FAMC’s own da Vinci code
Friday, July 30, 2004
Hospital to begin robot-assisted operations
Starting next week, the hands of surgeons won’t be the only thing touching patients
during operations at Fremont Area Medical Center.
That’s when the hospital’s newest surgeon, Dr. Yohannes, will use the world’s
most technically advance surgical robot to remove prostate cancer from two men.
Yohannes will sit at a computer console, viewing a 3-D image of the patient from
about five feet away from the operating table.
Using video game-like controllers and an advance computer system, the robotic
arms of the da Vinci, created by Intuitive Systems, reacts to the surgeon’s hand,
wrist and finger movements in precise real time movements with surgical instruments.
The robotic arms require only a 1-centimeter incision and are about the size
of a pen. The arms offer more wrist dexterity than the human hand and do not
tremor like the human hand can.
Don Tricarico, director of surgery at FAMC, said the $1.4 million system is only
the fourth in use in the entire state.
Only about 200 hospitals in the country have the da Vinci.
“It takes surgery beyond the limit of the human hand,” he said.
FAMC acquired the system in June and surgical staff have been training on it
since. “Right, now, we’ve been in a teaching mode,” Tricarico said. “Dr. Yohannes
is very experienced— he’s been using (a da Vinci system) at Creighton for some
time. As of August, he’ll be working with Dr. (Ansar) Khan. Both urologists will
use it.” The robot-assisted technology initially will be used at FAMC only for
prostate cancer surgery. However, the da Vinci also is FDA-approved for general
surgery, chest surgery and gynecologic surgery. This month, it was FDA-approved
for closed-chest heart bypass surgery. “Our focus is to bring it in for urology,
but its uses can be expanded,” Tricarico said. “The advantage is that instead
of having big incisions, there are just smaller incisions. It decreases the need
for transfusions because there is a lot less blood loss.” The technique is minimally
invasive, patients have shorter hospital stays, less blood loss, less pain and a much faster recovery and return to normal daily activities when compared to
conventional surgery or laparoscopic surgery, he said.
He said post-operative care requires fewer nursing hours and less recovery time in general.
“It’s very useful when working in a very small space — you’re less likely to touch nerves,”
Tricarico said. “You’re not using your hand through a machine.”

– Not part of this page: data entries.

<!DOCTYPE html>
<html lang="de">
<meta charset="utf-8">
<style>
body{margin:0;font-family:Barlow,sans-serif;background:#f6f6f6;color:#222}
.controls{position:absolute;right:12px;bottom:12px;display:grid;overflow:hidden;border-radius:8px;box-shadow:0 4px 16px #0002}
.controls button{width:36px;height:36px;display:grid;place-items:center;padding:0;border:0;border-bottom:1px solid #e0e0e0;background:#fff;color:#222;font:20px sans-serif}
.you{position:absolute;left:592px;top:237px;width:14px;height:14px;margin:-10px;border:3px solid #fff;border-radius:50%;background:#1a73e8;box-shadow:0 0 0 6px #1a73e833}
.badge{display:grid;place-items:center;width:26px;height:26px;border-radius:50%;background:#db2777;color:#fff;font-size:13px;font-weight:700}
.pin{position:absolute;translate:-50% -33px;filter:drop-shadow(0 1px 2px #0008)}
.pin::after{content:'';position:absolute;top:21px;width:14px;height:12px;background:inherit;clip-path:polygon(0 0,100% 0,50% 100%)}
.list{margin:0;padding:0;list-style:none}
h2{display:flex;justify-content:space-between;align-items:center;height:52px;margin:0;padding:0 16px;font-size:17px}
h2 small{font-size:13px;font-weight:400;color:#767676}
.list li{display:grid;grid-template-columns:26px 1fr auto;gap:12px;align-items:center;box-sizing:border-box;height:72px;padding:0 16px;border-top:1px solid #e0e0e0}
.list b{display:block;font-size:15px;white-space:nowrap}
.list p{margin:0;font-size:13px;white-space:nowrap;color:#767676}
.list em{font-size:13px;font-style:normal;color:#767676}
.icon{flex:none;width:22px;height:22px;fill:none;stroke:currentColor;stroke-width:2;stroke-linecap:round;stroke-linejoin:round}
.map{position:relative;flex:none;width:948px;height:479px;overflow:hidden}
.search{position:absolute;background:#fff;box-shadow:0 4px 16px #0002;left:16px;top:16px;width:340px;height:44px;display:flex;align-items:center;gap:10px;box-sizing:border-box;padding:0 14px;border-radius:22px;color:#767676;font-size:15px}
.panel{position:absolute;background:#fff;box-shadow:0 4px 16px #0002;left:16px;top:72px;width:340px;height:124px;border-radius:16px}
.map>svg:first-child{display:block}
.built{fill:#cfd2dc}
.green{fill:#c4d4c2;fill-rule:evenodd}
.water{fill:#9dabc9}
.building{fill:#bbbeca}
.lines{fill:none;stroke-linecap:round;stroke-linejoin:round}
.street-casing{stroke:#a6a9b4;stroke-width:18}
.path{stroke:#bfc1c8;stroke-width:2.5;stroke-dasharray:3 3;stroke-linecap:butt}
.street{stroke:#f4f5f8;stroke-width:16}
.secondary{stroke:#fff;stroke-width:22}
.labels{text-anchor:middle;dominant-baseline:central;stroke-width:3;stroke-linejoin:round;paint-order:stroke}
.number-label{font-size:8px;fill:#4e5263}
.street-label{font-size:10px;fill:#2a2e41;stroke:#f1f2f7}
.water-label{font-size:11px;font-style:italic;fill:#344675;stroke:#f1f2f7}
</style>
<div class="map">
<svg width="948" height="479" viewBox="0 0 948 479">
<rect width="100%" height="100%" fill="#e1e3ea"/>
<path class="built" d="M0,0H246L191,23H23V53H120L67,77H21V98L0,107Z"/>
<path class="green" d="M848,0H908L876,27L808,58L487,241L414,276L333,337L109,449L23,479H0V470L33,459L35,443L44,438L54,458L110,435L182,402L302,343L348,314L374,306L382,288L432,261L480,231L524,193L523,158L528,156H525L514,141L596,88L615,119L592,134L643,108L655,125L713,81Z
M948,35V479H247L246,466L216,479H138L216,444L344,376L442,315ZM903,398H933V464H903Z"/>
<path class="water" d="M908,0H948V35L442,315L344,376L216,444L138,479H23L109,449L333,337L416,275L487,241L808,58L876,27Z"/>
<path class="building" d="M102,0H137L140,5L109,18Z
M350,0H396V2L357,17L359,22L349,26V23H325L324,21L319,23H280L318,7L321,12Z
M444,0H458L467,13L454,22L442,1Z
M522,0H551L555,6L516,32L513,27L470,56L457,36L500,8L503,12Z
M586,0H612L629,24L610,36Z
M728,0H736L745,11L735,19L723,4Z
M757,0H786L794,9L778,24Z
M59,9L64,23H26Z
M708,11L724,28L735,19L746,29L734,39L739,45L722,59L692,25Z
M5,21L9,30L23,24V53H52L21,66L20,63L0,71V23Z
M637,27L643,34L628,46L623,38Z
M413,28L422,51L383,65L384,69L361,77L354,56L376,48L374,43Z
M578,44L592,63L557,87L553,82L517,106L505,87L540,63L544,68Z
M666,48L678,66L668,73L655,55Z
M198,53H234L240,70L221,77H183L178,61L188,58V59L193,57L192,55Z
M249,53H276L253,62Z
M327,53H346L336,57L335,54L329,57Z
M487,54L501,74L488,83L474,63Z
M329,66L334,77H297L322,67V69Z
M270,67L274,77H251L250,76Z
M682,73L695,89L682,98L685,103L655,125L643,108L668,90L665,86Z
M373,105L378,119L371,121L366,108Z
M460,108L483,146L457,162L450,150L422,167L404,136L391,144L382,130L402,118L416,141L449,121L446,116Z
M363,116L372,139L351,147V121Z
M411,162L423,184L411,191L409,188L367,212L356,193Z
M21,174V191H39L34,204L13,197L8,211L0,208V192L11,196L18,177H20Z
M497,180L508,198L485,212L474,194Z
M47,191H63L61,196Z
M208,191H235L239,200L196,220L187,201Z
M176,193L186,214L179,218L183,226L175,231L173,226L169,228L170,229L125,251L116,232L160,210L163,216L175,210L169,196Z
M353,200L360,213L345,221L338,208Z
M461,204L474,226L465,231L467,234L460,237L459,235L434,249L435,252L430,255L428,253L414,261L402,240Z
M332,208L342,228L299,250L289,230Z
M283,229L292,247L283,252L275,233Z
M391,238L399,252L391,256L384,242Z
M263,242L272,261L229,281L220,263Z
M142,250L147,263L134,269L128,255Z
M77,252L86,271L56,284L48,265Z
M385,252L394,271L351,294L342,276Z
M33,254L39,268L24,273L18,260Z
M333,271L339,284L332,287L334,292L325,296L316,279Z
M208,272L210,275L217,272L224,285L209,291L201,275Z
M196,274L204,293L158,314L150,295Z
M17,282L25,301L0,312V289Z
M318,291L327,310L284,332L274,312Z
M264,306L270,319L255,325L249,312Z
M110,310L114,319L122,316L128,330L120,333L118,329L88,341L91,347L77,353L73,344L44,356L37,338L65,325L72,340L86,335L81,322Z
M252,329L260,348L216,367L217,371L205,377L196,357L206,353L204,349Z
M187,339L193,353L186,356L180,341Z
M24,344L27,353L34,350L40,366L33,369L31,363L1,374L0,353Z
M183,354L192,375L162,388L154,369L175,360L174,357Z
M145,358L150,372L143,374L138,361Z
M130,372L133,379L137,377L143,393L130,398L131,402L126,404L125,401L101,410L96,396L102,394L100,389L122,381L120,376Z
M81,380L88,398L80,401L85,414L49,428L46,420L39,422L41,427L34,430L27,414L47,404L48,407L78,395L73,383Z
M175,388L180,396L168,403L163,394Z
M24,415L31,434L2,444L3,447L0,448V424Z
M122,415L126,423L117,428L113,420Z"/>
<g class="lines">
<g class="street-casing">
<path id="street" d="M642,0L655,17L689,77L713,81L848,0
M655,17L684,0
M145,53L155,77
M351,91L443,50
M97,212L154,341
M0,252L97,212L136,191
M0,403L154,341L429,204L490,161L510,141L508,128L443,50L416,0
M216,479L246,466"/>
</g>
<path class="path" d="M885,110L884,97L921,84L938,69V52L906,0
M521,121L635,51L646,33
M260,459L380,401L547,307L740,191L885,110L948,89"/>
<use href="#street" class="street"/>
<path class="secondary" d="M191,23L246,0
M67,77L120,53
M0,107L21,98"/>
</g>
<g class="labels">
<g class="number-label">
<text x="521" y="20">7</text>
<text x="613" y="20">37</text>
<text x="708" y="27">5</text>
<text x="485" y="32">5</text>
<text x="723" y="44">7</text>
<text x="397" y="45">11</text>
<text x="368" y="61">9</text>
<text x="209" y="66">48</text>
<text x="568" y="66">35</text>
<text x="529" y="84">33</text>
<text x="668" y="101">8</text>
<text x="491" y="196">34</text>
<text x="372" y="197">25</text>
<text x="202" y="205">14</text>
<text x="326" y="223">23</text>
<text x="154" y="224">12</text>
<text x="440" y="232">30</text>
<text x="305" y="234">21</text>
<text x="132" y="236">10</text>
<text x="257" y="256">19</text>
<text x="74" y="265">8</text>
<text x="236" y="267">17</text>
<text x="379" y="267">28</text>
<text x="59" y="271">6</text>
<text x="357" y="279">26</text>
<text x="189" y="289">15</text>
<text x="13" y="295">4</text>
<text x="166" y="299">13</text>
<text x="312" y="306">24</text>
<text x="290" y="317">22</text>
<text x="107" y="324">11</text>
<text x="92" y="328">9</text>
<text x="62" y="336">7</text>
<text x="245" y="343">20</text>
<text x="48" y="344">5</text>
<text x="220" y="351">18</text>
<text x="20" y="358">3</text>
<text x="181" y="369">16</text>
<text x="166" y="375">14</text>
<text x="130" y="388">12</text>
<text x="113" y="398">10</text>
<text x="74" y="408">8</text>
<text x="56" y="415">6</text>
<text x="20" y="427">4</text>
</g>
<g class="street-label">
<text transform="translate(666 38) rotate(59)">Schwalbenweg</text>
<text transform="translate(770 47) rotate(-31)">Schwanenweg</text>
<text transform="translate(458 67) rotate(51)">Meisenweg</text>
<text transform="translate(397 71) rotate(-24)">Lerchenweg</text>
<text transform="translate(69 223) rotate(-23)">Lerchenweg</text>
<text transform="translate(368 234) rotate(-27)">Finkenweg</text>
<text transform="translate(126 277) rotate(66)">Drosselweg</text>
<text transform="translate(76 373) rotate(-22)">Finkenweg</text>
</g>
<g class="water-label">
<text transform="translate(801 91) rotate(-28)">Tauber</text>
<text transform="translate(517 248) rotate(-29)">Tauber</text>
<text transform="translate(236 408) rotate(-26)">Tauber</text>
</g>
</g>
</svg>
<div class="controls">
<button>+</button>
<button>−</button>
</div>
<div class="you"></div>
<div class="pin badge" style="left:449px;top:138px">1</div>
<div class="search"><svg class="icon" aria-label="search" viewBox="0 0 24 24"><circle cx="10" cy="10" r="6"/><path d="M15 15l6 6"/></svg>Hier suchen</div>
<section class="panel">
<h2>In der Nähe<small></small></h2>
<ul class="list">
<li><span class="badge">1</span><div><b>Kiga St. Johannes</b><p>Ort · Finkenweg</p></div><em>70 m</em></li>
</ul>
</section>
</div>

When using the computer-enhanced robotic surgery, miniature instruments such as
graspers and cauterizing tools are inserted through ports that remain in place in three small
incisions. Seated at a control console near the patient, the surgeon views high-definition, magnified,
3-D images from a tiny video camera.
Yohannes said the surgeon’s thumb, forefinger and normal wrist movements manipulate the
robotic arms and tiny instruments. The mechanical “wrists” of the robot bend back and forth,
side to side and rotate in a full 360-degree circle, providing better range of motion than the
“This is a technological advance, but our primary focus is patient safety.” Tricarico said. “As
far as the patient’s point of view, they won’t see a difference in the operation, they’ll see the difference
in post-op and recovery.”
Yohannes said this type of surgery will be the standard care down the road.
“The term ‘robot’ may seem scary to some people, but this technology provides superior
patient outcomes,” he said. “It’s basically a mechanic wrist—I have 360 degrees of freedom.”
Yohannes has been performing robotic surgery for three years and trains other surgeons to
use the machine.
The average hospital stay after robotic surgery is 1.2 days, compared to 3.5 days for open
surgery and 1.3 days for laparoscopic surgery.
“We have quite a bit of prostate cancer (patients) we’ll be using this on,” Yohannes said,
“Hopefully in three to six months we’ll have cardiologists training to use (the da Vinci system). It’s
very precise — this will go where the human eyes cannot go.”
Most patients with prostate cancer are candidates for the procedure and Tricarico said most
insurance companies cover the operation.
“If a prostate patient is a candidate for open surgery (traditional surgery with large incisions),
they are a candidate for this,” Yohannes said.
Patient suffer less post-operative pain and return to work more quickly after the robot-assisted
“I’ve had patients require no (pain) meds and return to work in three to four weeks after a
two-day hospital stay,” Yohannes said. “With the open approach, it can take a couple of months
for a patient to recover and return to daily activities.”
Both the new procedure and the original procedure take about two hours to perform.
“This is the most advanced surgical platform available,” Tricarico said. “Part of (FAMC’s) longrange
planning is to increase our in-patient type surgeries to communities. Our community tells
us they want to come here for surgery. We want to have the equipment to provide the service.”